» **Task to complete**: Where does the string "direction" occur in the records? Copy each line that holds it.
════════════════
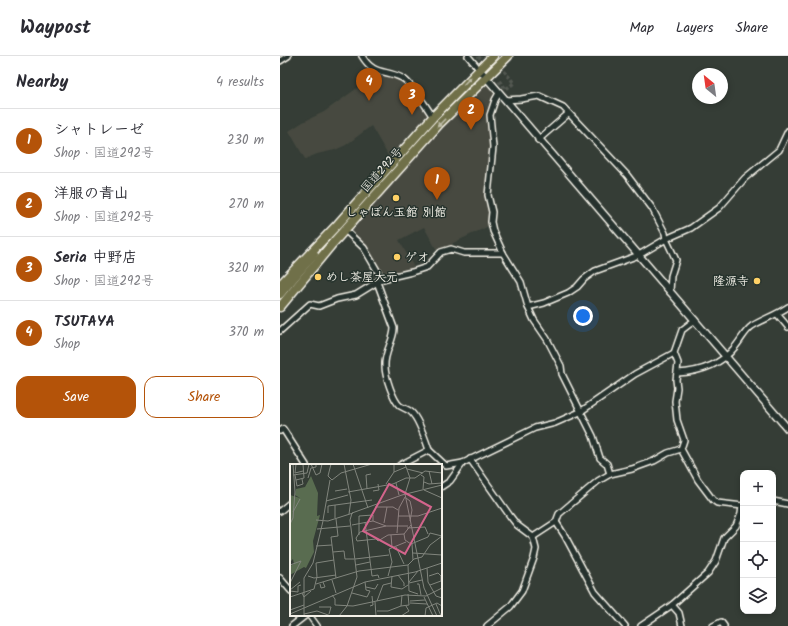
<!DOCTYPE html>
<meta charset="utf-8">
<style>
body{margin:0;font-family:Kalam,"Klee One",sans-serif;background:#f2f2f3;color:#2b2b33}
.controls{position:absolute;right:12px;bottom:12px;display:grid;overflow:hidden;border-radius:8px;box-shadow:0 2px 6px #0003}
.controls button{width:36px;height:36px;display:grid;place-items:center;padding:0;border:0;border-bottom:1px solid #e1e1e2;background:#fff;color:#2b2b33;font:20px sans-serif}
.compass{position:absolute;left:412px;top:12px;width:36px;height:36px;border-radius:50%;background:#fff;box-shadow:0 2px 6px #0003;rotate:331deg}
.you{position:absolute;left:303px;top:260px;width:14px;height:14px;margin:-10px;border:3px solid #fff;border-radius:50%;background:#1a73e8;box-shadow:0 0 0 6px #1a73e833}
.badge{display:grid;place-items:center;width:26px;height:26px;border-radius:50%;background:#b45309;color:#fff;font-size:13px;font-weight:700}
.pin{position:absolute;translate:-50% -33px;filter:drop-shadow(0 1px 2px #0008)}
.pin::after{content:'';position:absolute;top:21px;width:14px;height:12px;background:inherit;clip-path:polygon(0 0,100% 0,50% 100%)}
.list{margin:0;padding:0;list-style:none}
h2{display:flex;justify-content:space-between;align-items:center;height:52px;margin:0;padding:0 16px;font-size:17px}
h2 small{font-size:13px;font-weight:400;color:#7c7c81}
.list li{display:grid;grid-template-columns:26px 1fr auto;gap:12px;align-items:center;box-sizing:border-box;height:64px;padding:0 16px;border-top:1px solid #e1e1e2}
.list b{display:block;font-size:15px;white-space:nowrap}
.list p{margin:0;font-size:13px;white-space:nowrap;color:#7c7c81}
.list em{font-size:13px;font-style:normal;color:#7c7c81}
.actions{display:flex;gap:8px;padding:12px 16px}
.actions a{flex:1;padding:9px 0;border:1px solid #b45309;border-radius:12px;text-align:center;font-size:14px;color:#b45309}
.actions .main{background:#b45309;color:#fff}
.icon{flex:none;width:22px;height:22px;fill:none;stroke:currentColor;stroke-width:2;stroke-linecap:round;stroke-linejoin:round}
.map{position:relative;flex:none;width:508px;height:570px;overflow:hidden}
header{display:flex;align-items:center;gap:24px;box-sizing:border-box;height:56px;padding:0 20px;background:#fff;border-bottom:1px solid #e1e1e2}
header strong{font-size:19px}
nav{display:flex;gap:22px;margin-inline-start:auto;font-size:14px}
main{display:flex}
aside{flex:1;background:#fff}
.map>svg:first-child{display:block}
.built{fill:#474a40}
.lines{fill:none;stroke-linecap:round;stroke-linejoin:round}
.pedestrian-tunnel{stroke:#525851;stroke-width:3.5;stroke-dasharray:3.5 2;stroke-linecap:butt}
.minor-casing{stroke:#f4f1e8;stroke-width:8}
.tertiary-casing{stroke:#f4f1e8;stroke-width:9}
.primary-casing{stroke:#f4f1e8;stroke-width:11}
.trunk-casing{stroke:#f4f1e8;stroke-width:11}
.minor{stroke:#26332d;stroke-width:5}
.tertiary{stroke:#26332d;stroke-width:6}
.primary{stroke:#70704a;stroke-width:8}
.trunk{stroke:#70704a;stroke-width:8}
.oneway{fill:#bfbda9}
.poi-dot{fill:#ffd166;stroke:#26332d;stroke-width:1.5}
.labels{text-anchor:middle;dominant-baseline:central;stroke-width:3;stroke-linejoin:round;paint-order:stroke}
.street-label{font-size:12px;fill:#f4f1e8;stroke:#26332d}
.poi-label{font-size:12px;font-weight:bold;fill:#f4f1e8;stroke:#26332d;text-anchor:start}
.inset-road{fill:none;stroke:#81857d;stroke-width:1}
.view{fill:#d4648c;fill-opacity:0.15;stroke:#d4648c;stroke-width:2}
.inset-edge{fill:none;stroke:#f4f1e8;stroke-width:2}
</style>
<header>
<strong>Waypost</strong>
<nav><a>Map</a><a>Layers</a><a>Share</a></nav>
</header>
<main>
<aside>
<h2>Nearby<small>4 results</small></h2>
<ul class="list">
<li><span class="badge">1</span><div><b>シャトレーゼ</b><p>Shop · 国道292号</p></div><em>230 m</em></li>
<li><span class="badge">2</span><div><b>洋服の青山</b><p>Shop · 国道292号</p></div><em>270 m</em></li>
<li><span class="badge">3</span><div><b>Seria 中野店</b><p>Shop · 国道292号</p></div><em>320 m</em></li>
<li><span class="badge">4</span><div><b>TSUTAYA</b><p>Shop</p></div><em>370 m</em></li>
</ul>
<div class="actions"><a class="main">Save</a><a>Share</a></div>
</aside>
<div class="map">
<svg width="508" height="570" viewBox="0 0 508 570">
<rect width="100%" height="100%" fill="#353d36"/>
<filter id="ink" filterUnits="userSpaceOnUse"><feTurbulence type="fractalNoise" baseFrequency=".025" numOctaves="2"/><feDisplacementMap in="SourceGraphic" scale="8" xChannelSelector="R" yChannelSelector="G"/><feConvolveMatrix kernelMatrix="1 2 1 2 8 2 1 2 1" color-interpolation-filters="sRGB"/></filter>
<g filter="url(#ink)">
<g class="built">
<path d="M101,15L123,22L150,57L109,101L91,70L66,89L55,94L37,98L25,103L9,75L23,66L44,56Z"/>
<path d="M208,24L219,37L210,59L213,91L210,116L211,169L173,187L171,193L159,198L144,171L119,184L136,215L102,223L84,192L68,177L182,51Z"/>
</g>
<g class="lines">
<g class="pedestrian-tunnel">
<path d="M198,0L201,3"/>
<path d="M219,25L226,33L234,27L220,10"/>
</g>
<defs>
<g id="minor">
<path d="M82,0C94,20 105,13 122,22C131,26 147,52 153,61"/>
<path d="M188,0L199,13"/>
<path d="M0,5L8,0"/>
<path d="M219,37L215,44L210,59L213,91L208,139L212,156L211,166L213,175L223,197L241,226L248,251L254,264L267,283L281,310L282,318L313,380L320,402L327,408L330,418"/>
<path d="M226,44L241,43L259,40L283,51L347,119L372,152L385,177L386,183L396,204L391,220L390,236"/>
<path d="M258,84L288,58"/>
<path d="M65,174L84,192L102,223"/>
<path d="M97,226L114,272C114,285 104,296 105,310C105,320 113,344 120,350C123,352 128,353 131,356C138,362 146,385 149,394"/>
<path d="M248,251L264,247L288,237L297,231L304,223L315,215L359,199L386,183L411,172L439,152L465,122L499,94L508,75"/>
<path d="M497,258L508,271"/>
<path d="M415,264L402,274L394,297L398,307L396,324L397,332L395,345L397,364L404,384L401,393L418,424L433,444L437,447L463,450"/>
<path d="M0,275L30,248L39,250L57,243L76,239L102,223L132,216L147,211L161,196L171,193L184,197H223"/>
<path d="M397,317C419,316 440,310 455,291C461,284 465,275 472,270C484,263 496,259 508,251"/>
<path d="M0,375L3,373L26,409"/>
<path d="M190,403L230,460L237,469L253,481"/>
<path d="M120,409L149,394L166,410L183,407L255,372L275,367L300,356L355,318L394,297"/>
<path d="M161,431L170,425L183,407"/>
<path d="M493,445L508,448"/>
<path d="M0,455L11,446"/>
<path d="M276,466L285,480L315,536L345,570"/>
<path d="M0,522L11,535"/>
<path d="M392,549L399,557L402,570"/>
<path d="M29,559L37,570"/>
<path d="M12,570L26,559"/>
<path d="M207,570L230,551L242,535L254,502L256,493L253,481L276,466L279,458L318,425L330,418L352,413L374,405L388,397L401,393"/>
<path d="M361,570L392,549L428,517L436,505L444,482L456,470L461,458L462,450"/>
<path d="M433,570L441,566L444,570"/>
</g>
<path id="tertiary" d="M199,13L508,373"/>
<path id="primary" d="M0,238L34,198"/>
<g id="trunk">
<path d="M0,229L58,168L153,61L213,0"/>
<path d="M0,251L52,188L159,68L228,0"/>
</g>
</defs>
<use href="#minor" class="minor-casing"/>
<use href="#tertiary" class="tertiary-casing"/>
<use href="#primary" class="primary-casing"/>
<use href="#trunk" class="trunk-casing"/>
<use href="#minor" class="minor"/>
<use href="#tertiary" class="tertiary"/>
<use href="#primary" class="primary"/>
<use href="#trunk" class="trunk"/>
</g>
<defs><path id="oneway-solid" d="M-6-.8H1V-3.2L6.5 0L1 3.2V.8H-6Z"/></defs>
<g class="oneway">
<use href="#oneway-solid" transform="translate(187 25) rotate(-46)"/>
<use href="#oneway-solid" transform="translate(161 67) rotate(134)"/>
</g>
</g>
<g class="poi-dot">
<circle cx="116" cy="142" r="4"/>
<circle cx="117" cy="201" r="4"/>
<circle cx="38" cy="221" r="4"/>
<circle cx="477" cy="225" r="4"/>
</g>
<g class="labels">
<g class="street-label">
<text transform="translate(102 114) rotate(-48)">国道292号</text>
</g>
<g class="poi-label">
<text x="116" y="156" text-anchor="middle">しゃぼん玉館 別館</text>
<text x="125" y="201">ゲオ</text>
<text x="46" y="221">めし茶屋大元</text>
<text x="469" y="225" text-anchor="end">隆源寺</text>
</g>
</g>
<g transform="translate(10 408)">
<rect width="152" height="152" fill="#353d36"/>
<path d="M21,12L28,29L27,52L30,51L23,77L24,88L16,104L14,103L0,111V102L4,100L3,95L0,98V31L10,34L5,31L6,25L15,23Z" fill="#596c50"/>
<path class="inset-road" d="M6,0L5,9L13,7M21,0L26,11L30,9L32,0M41,0L38,12L42,16L51,9L82,0M54,0L61,36L59,50M63,0L78,44M115,0L120,14M117,5L133,9M139,7L142,20M104,8L116,3M3,11L17,9L19,0M5,11L7,22L13,20L12,15M131,11L134,13L133,25M18,14L21,4L26,3V0M120,14L115,30L134,124L147,152M6,16L14,14L13,0M134,18L139,20L152,19M106,19L109,31M96,20L104,8V0M77,25L76,11L81,10M134,26L152,34M45,27L57,25M83,27L89,26L88,20M58,28L103,20L116,14H125L135,7L152,9M116,34L120,37L122,46L120,57M36,37L58,31M45,41V54M85,43H103L108,46M3,48L10,35M38,49V42L82,36M108,52H128L152,44M46,55L48,72L41,73L46,114M26,56L38,57L63,49M33,56L40,16M75,58L82,112L88,111L89,114M94,59L97,43M0,60L3,54L5,28L3,0M62,61L83,57L96,62H118M121,61L114,70L115,76L121,80L138,73L140,69L152,72M117,64L135,63L138,70M27,65L60,62M107,69L109,44L115,33M69,71V52L83,51V57M101,71L102,83M66,74L67,77L86,75L88,77L98,71L114,70M66,74L70,68L96,62M122,80L123,96M26,82L42,81M106,83L114,100M43,88L54,87L55,95H64M123,89L152,91M65,95L99,91M26,99L44,96M0,101L11,97L0,119M66,101L80,98M137,104L138,118L146,132L152,134M108,111L114,119V122M18,112L24,114L46,111M98,112L102,98L99,85L116,78M102,112L101,123L112,125L118,121M139,112L148,109L151,112V117L140,121M42,116L46,129M119,118L128,107M119,119L132,116M26,120L69,107L118,101M30,120L31,124L35,123L33,118M127,120H129L131,131M76,123L85,125L88,120M0,126L10,118M0,127L8,128V122L11,121M12,129L14,133L21,127M62,129L77,133L80,127L76,126L75,118M128,130L119,127L118,101L124,95L132,93L140,81L152,72M42,131L45,135V141L63,142L115,131L136,132L152,124M0,133L24,125L27,113L26,99M134,133L143,152M87,137L93,121L101,119M120,137L135,136M85,138L86,152M120,139L137,140M146,140L151,152M80,142L83,141L82,132M111,142L119,141L118,130M29,143H41L39,150M0,146L14,141M87,147H98L111,142L112,131M0,150L75,118L125,108L152,99M14,150L27,147L41,152M14,152V114L23,99L33,57M49,152L57,142L67,113L60,56L62,49L112,31L152,21M111,152L119,147L116,142M135,152L136,144L147,139L152,142"/>
<path class="view" d="M99,20L141,43L115,90L73,67Z"/>
<rect width="152" height="152" class="inset-edge"/>
</g>
</svg>
<div class="controls">
<button>+</button>
<button>−</button>
<button><svg class="icon" aria-label="locate" viewBox="0 0 24 24"><circle cx="12" cy="12" r="6"/><path d="M12 2v4M12 18v4M2 12h4M18 12h4"/></svg></button>
<button><svg class="icon" aria-label="layers" viewBox="0 0 24 24"><path d="M12 4l9 5-9 5-9-5zM3 14l9 5 9-5"/></svg></button>
</div>
<svg class="compass" viewBox="-18 -18 36 36"><path d="M0-13l5 13h-10z" fill="#e53935"/><path d="M0 13l5-13h-10z" fill="#7c7c81"/></svg>
<div class="you"></div>
<div class="pin badge" style="left:157px;top:144px">1</div>
<div class="pin badge" style="left:191px;top:74px">2</div>
<div class="pin badge" style="left:132px;top:59px">3</div>
<div class="pin badge" style="left:89px;top:45px">4</div>
</div>
</main>
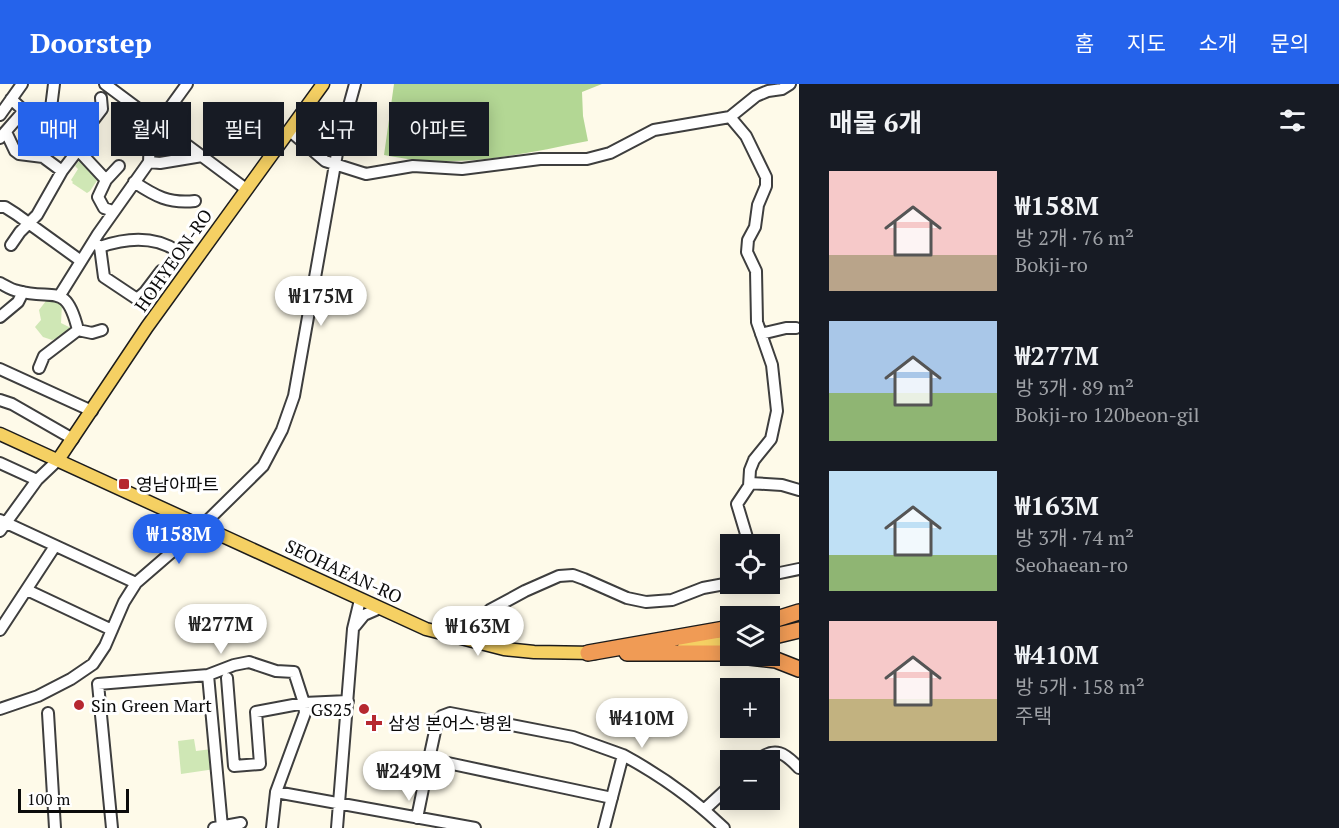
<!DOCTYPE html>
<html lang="ko">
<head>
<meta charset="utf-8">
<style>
  :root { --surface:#171b24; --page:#20242c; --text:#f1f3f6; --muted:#9ea1a6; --accent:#2563eb }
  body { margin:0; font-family:"PT Serif","Noto Sans KR",serif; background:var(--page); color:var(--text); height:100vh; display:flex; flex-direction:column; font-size:22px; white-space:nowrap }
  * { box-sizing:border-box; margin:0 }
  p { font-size:20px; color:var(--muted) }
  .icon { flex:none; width:33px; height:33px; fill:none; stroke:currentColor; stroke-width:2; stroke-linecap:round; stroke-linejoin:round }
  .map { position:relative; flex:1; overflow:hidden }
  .panel { display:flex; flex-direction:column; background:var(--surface); width:540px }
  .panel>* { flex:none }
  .guide { position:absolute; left:18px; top:18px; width:570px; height:54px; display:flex; gap:12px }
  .buttons { position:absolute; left:720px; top:450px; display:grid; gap:12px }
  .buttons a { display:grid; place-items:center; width:60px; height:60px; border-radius:0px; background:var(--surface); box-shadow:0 3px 15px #0003; font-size:30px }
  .scale { position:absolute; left:18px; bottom:15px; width:111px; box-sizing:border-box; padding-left:6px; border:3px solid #0b0b0b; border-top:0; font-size:16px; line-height:21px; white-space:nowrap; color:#0b0b0b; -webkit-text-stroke:4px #fff; paint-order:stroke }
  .price { position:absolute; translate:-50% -51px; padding:0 14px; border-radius:21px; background:#fff; color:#222; font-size:20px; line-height:39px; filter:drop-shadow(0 2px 3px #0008) }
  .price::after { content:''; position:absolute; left:50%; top:36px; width:18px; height:14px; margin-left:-9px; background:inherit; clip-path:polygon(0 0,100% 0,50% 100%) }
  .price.current { background:var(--accent); color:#fff }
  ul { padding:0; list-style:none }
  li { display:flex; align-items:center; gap:18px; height:150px; padding:0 30px }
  li span { display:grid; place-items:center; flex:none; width:168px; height:120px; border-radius:0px; color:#555 }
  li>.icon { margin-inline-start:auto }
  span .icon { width:72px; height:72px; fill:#fffc; stroke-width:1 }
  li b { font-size:26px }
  h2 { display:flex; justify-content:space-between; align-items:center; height:72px; padding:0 30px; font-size:26px }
  .chip { padding:0 21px; border-radius:0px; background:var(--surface); box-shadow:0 3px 15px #0003; font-size:21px; line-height:54px }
  .chip.current { background:var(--accent); color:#fff }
  header { display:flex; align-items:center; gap:36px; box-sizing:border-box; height:84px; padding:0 30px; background:var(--accent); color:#fff }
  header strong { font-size:28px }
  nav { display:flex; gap:33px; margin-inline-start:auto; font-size:21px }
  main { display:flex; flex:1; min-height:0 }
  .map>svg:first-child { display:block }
</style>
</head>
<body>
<header>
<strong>Doorstep</strong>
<nav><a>홈</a><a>지도</a><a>소개</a><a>문의</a></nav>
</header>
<main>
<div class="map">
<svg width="799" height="744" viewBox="0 0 799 744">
  <rect width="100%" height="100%" fill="#fefae9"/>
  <path fill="#cfe7b5" d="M79,77L89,84L98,95L90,107L87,109L72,99L73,98L71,96L78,85L75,82Z
    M49,213L62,220L61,239L73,245L68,250L52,256L43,253L35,243L41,236L39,226Z
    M194,655L196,667L212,665L215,685L181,690L178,657Z"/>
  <path fill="#b3d794" d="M394,0H602L582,8L583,32L588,57C517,71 457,86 384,71Z"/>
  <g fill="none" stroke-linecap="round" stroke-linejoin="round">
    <defs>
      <path id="minor" d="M105,0L246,105
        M51,24L54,0
        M21,30C51,22 65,23 92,38L102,25L101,14
        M0,31L22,0
        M730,33L746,52L766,93V102L758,121L755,143L748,156L747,168L756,187L757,238L772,281L777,327L771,355L754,376L750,386L749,402L737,420L749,460
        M290,47L325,77L366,90L413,82L462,85L540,75H587L610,69L654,46L730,33L756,12L768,7L782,5L790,0
        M6,48L15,67L19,70L43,73L62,87L37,131L20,148L11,161
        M0,54L21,30L22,25L11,15
        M79,67L106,96L98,113L104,124L113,127
        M149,78L160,79L202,72
        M62,87L91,49L92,38
        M106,96L119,82
        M134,98C155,112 169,120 195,117
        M0,123H5L16,130L81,177
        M93,158L100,163L104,193L137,215L145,208L161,187
        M100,163C126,154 153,151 177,167
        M0,199C6,202 11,206 18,207C54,217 66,197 78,246L92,249L102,246
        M60,211L98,150L149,78L150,54L158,40L187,0
        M0,233L18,218L23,208
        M761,250L786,244H796
        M39,284L44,272L78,246
        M0,285L92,327
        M0,316L12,320L73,355
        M0,379L37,396
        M750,399L782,401L799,406
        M0,436L136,499
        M0,447L37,396L58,376
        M770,491L799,485
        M27,506L112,546
        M355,542L364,531L380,524
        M0,546L55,462
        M458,553L490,526L525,507L559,492L573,491L584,495L627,514L646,518L672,516L703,504L730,499
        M208,591L222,743
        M227,594L234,682L260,680L256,628L304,619L348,617
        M0,625L38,612L71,595L93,580L105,562L124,518L136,499L203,441L263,382L282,346L294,312L339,58L355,0
        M48,629L55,744
        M758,676C775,662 785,669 799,684
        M276,708L475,744
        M612,714L429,675L437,638L442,632L450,629L573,653L623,671
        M705,725L730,702
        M417,734L429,675
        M112,744L98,600L208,591L234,581L249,578L276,587L294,588L304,619L305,629L276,708L272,744
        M214,744L241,739
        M337,744L353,545L360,516
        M604,744L623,671C660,691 694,715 724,744"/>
      <path id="major" d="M0,350L426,545L504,565L534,568L595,569
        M58,376L147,243L323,0
        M684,563L730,558"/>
      <path id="highway" d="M770,537L799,528
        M770,553L799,546
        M588,569L730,544
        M627,569H730
        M740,572L776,576L799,585"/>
    </defs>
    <use href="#minor" stroke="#3e3e3e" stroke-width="14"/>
    <use href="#major" stroke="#1c1c1c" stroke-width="15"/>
    <use href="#highway" stroke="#1c1c1c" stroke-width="18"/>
    <use href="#minor" stroke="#fff" stroke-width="10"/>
    <use href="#major" stroke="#f5d063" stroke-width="12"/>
    <use href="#highway" stroke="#f09b55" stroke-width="15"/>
  </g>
  <g fill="#b62830" stroke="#fff" stroke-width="2">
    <rect x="118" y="394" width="12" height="12" rx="3"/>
    <circle cx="79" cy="621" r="6"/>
    <circle cx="364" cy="625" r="6"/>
    <path d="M371 630h6v6h6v6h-6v6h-6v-6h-6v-6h6z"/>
  </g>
  <g text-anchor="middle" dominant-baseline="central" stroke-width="6" stroke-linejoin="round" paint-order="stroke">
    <g font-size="18" fill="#0b0b0b" stroke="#fff">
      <text transform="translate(173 176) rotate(-55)">HOHYEON-RO</text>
      <text transform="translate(344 487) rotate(25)">SEOHAEAN-RO</text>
    </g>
    <g font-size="18" fill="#0b0b0b" stroke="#fff" text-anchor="start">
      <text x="136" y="400">영남아파트</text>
      <text x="91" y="621">Sin Green Mart</text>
      <text x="352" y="625" text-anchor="end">GS25</text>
      <text x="388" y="639">삼성 본어스 병원</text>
    </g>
  </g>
</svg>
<div class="buttons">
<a><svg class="icon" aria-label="locate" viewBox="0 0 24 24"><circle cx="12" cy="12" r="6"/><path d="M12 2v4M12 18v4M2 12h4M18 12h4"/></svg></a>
<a><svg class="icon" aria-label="layers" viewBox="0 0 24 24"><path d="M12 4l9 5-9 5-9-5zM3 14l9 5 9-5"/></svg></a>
<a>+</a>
<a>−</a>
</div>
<div class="scale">100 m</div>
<b class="price" style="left:321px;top:243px">₩175M</b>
<b class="price current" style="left:179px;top:481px">₩158M</b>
<b class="price" style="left:221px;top:571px">₩277M</b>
<b class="price" style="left:478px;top:573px">₩163M</b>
<b class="price" style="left:642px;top:665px">₩410M</b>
<b class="price" style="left:409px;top:718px">₩249M</b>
<div class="guide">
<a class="chip current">매매</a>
<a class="chip">월세</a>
<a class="chip">필터</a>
<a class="chip">신규</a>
<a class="chip">아파트</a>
</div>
</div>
<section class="panel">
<h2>매물 6개<svg class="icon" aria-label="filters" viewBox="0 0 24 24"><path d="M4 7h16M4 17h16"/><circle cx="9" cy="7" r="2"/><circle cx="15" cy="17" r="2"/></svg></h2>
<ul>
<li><span style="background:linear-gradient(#f6c9c9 70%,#b9a48a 0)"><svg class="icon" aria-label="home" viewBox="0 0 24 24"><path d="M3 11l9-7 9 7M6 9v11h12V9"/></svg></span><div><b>₩158M</b><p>방 2개 · 76 m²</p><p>Bokji-ro</p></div></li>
<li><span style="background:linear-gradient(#a9c7e8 60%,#8fb573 0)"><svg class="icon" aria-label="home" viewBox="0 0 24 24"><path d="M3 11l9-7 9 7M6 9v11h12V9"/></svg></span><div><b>₩277M</b><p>방 3개 · 89 m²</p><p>Bokji-ro 120beon-gil</p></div></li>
<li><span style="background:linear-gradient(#bfe0f5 70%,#8fb573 0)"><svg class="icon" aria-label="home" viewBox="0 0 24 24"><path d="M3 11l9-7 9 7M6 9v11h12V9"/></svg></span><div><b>₩163M</b><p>방 3개 · 74 m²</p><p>Seohaean-ro</p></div></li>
<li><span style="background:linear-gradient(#f6c9c9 65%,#c2b280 0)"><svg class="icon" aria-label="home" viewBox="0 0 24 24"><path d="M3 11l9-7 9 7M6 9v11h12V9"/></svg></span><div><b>₩410M</b><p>방 5개 · 158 m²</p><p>주택</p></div></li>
</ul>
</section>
</main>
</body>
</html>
════════════════
» **Expected answer**:
  body { margin:0; font-family:"PT Serif","Noto Sans KR",serif; background:var(--page); color:var(--text); height:100vh; display:flex; flex-direction:column; font-size:22px; white-space:nowrap }
  .panel { display:flex; flex-direction:column; background:var(--surface); width:540px }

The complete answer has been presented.